On Mon, Aug 28, 2023 at 05:51:09PM -0400, Joel Fernandes wrote: > I think the issue is the loop later in the function does > not try to toggle cpus that came online too late. > > So it does not test offloading on all CPUs just because max got updated too > late. Right, and therefore for_each_possible_cpu() or for_each_present_cpu() should be fine to iterate since it's ok to try to toggle an offline CPU. > > One fix could be to periodically check in the loop if a new cpu at maxcpu + 1 > ever got onlined. If it did, update the maxcpu. Is it worth the complication though? Thanks. > > Thanks. > > > > > > Thanks.
> On Aug 29, 2023, at 5:24 AM, Frederic Weisbecker <frederic@kernel.org> wrote: > > On Mon, Aug 28, 2023 at 05:51:09PM -0400, Joel Fernandes wrote: >> I think the issue is the loop later in the function does >> not try to toggle cpus that came online too late. >> >> So it does not test offloading on all CPUs just because max got updated too >> late. > > Right, and therefore for_each_possible_cpu() or for_each_present_cpu() > should be fine to iterate since it's ok to try to toggle an offline CPU. Ah I see what you mean, sounds good. > >> >> One fix could be to periodically check in the loop if a new cpu at maxcpu + 1 >> ever got onlined. If it did, update the maxcpu. > > Is it worth the complication though? Probably not and so your suggestion sounds fine. Thanks! - Joel > > Thanks. > >> >> Thanks. >> >> >>> >>> Thanks.
On Tue, Aug 29, 2023 at 11:24:24AM +0200, Frederic Weisbecker wrote: > On Mon, Aug 28, 2023 at 05:51:09PM -0400, Joel Fernandes wrote: > > I think the issue is the loop later in the function does > > not try to toggle cpus that came online too late. > > > > So it does not test offloading on all CPUs just because max got updated too > > late. > > Right, and therefore for_each_possible_cpu() or for_each_present_cpu() > should be fine to iterate since it's ok to try to toggle an offline CPU. OK, so I will accept the original patch which did just that. Thank you! I recently got burned by lack of workqueues on a not-yet-onlined CPU, hence my questions here. ;-) Thanx, Paul > > One fix could be to periodically check in the loop if a new cpu at maxcpu + 1 > > ever got onlined. If it did, update the maxcpu. > > Is it worth the complication though? > > Thanks. > > > > > Thanks. > > > > > > > > > > Thanks.
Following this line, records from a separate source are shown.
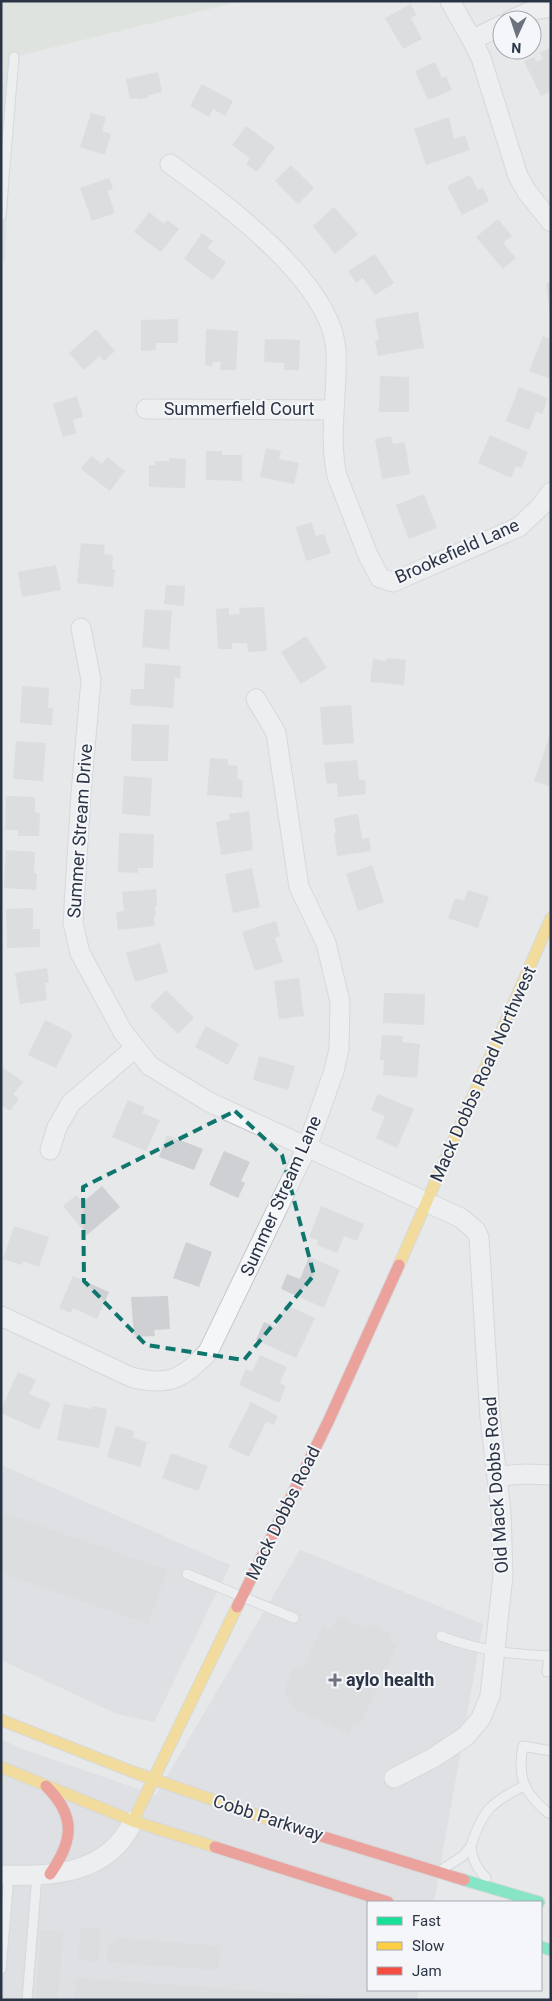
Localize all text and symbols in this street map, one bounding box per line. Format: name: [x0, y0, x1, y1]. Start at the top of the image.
north arrow: [492, 10, 542, 60]
text: N: [511, 40, 522, 56]
street label: Summerfield Court: [164, 398, 314, 419]
street label: Brookefield Lane: [391, 514, 522, 587]
street label: Summer Stream Drive: [63, 743, 96, 919]
street label: Mack Dobbs Road Northwest: [425, 963, 540, 1185]
street label: Summer Stream Lane: [236, 1112, 325, 1279]
street label: Old Mack Dobbs Road: [479, 1396, 512, 1574]
street label: Mack Dobbs Road: [241, 1443, 324, 1583]
place label: aylo health: [346, 1669, 434, 1690]
marker: aylo health: [328, 1673, 342, 1687]
street label: Cobb Parkway: [210, 1790, 326, 1845]
legend: [367, 1901, 542, 1991]
text: Fast: [412, 1912, 441, 1930]
text: Slow: [412, 1937, 444, 1955]
text: Jam: [412, 1962, 442, 1980]

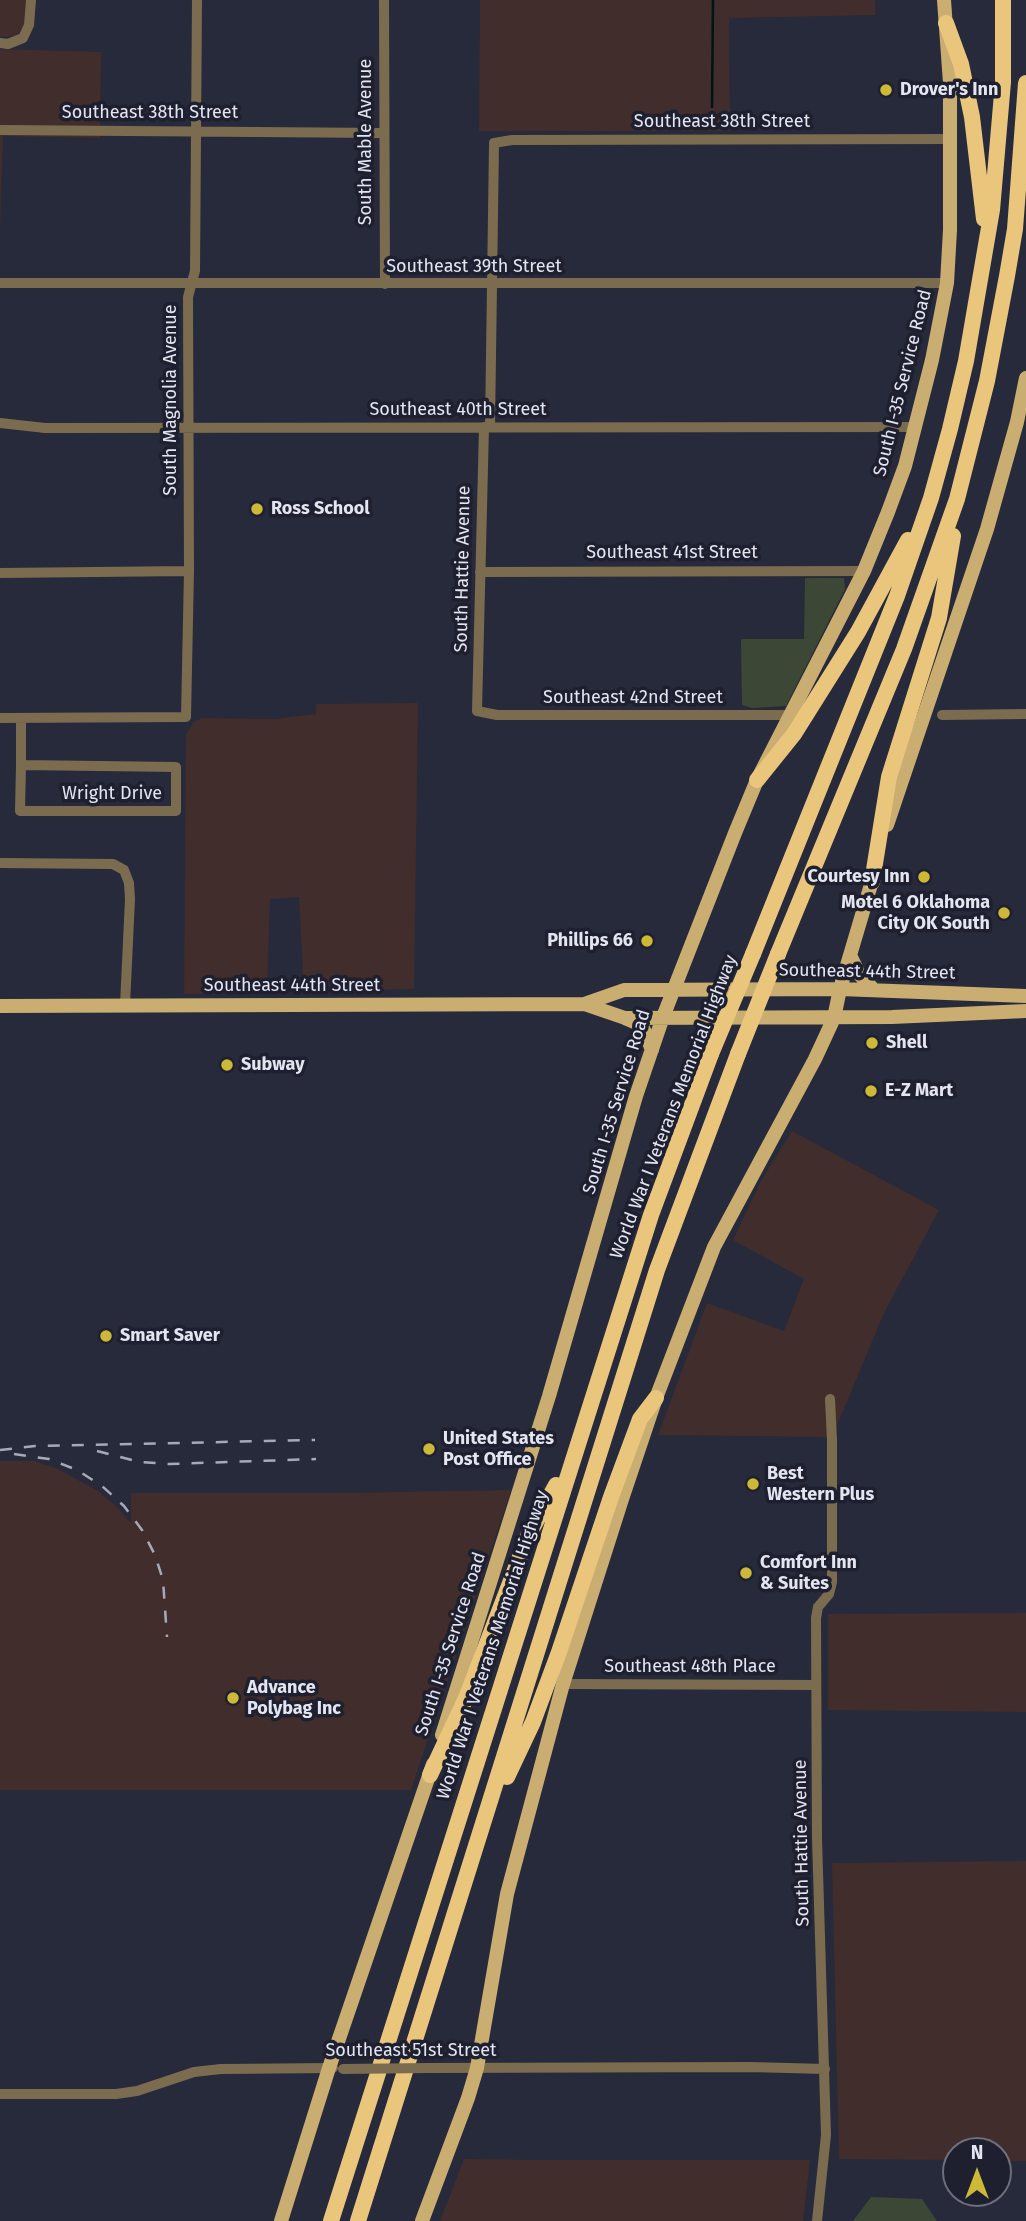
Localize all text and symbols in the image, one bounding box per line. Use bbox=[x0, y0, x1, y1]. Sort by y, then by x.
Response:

On Tue, Aug 29, 2023 at 05:38:54AM -0700, Paul E. McKenney wrote: > On Tue, Aug 29, 2023 at 11:24:24AM +0200, Frederic Weisbecker wrote: > > On Mon, Aug 28, 2023 at 05:51:09PM -0400, Joel Fernandes wrote: > > > I think the issue is the loop later in the function does > > > not try to toggle cpus that came online too late. > > > > > > So it does not test offloading on all CPUs just because max got updated too > > > late. > > > > Right, and therefore for_each_possible_cpu() or for_each_present_cpu() > > should be fine to iterate since it's ok to try to toggle an offline CPU. > > OK, so I will accept the original patch which did just that. Which I finally did. I took the liberty of adding Frederic's Reviewed-by, but please let me know if this is in any way inappropriate. Thanx, Paul > Thank you! > > I recently got burned by lack of workqueues on a not-yet-onlined CPU, > hence my questions here. ;-) > > Thanx, Paul > > > > One fix could be to periodically check in the loop if a new cpu at maxcpu + 1 > > > ever got onlined. If it did, update the maxcpu. > > > > Is it worth the complication though? > > > > Thanks. > > > > > > > > Thanks. > > > > > > > > > > > > > > Thanks.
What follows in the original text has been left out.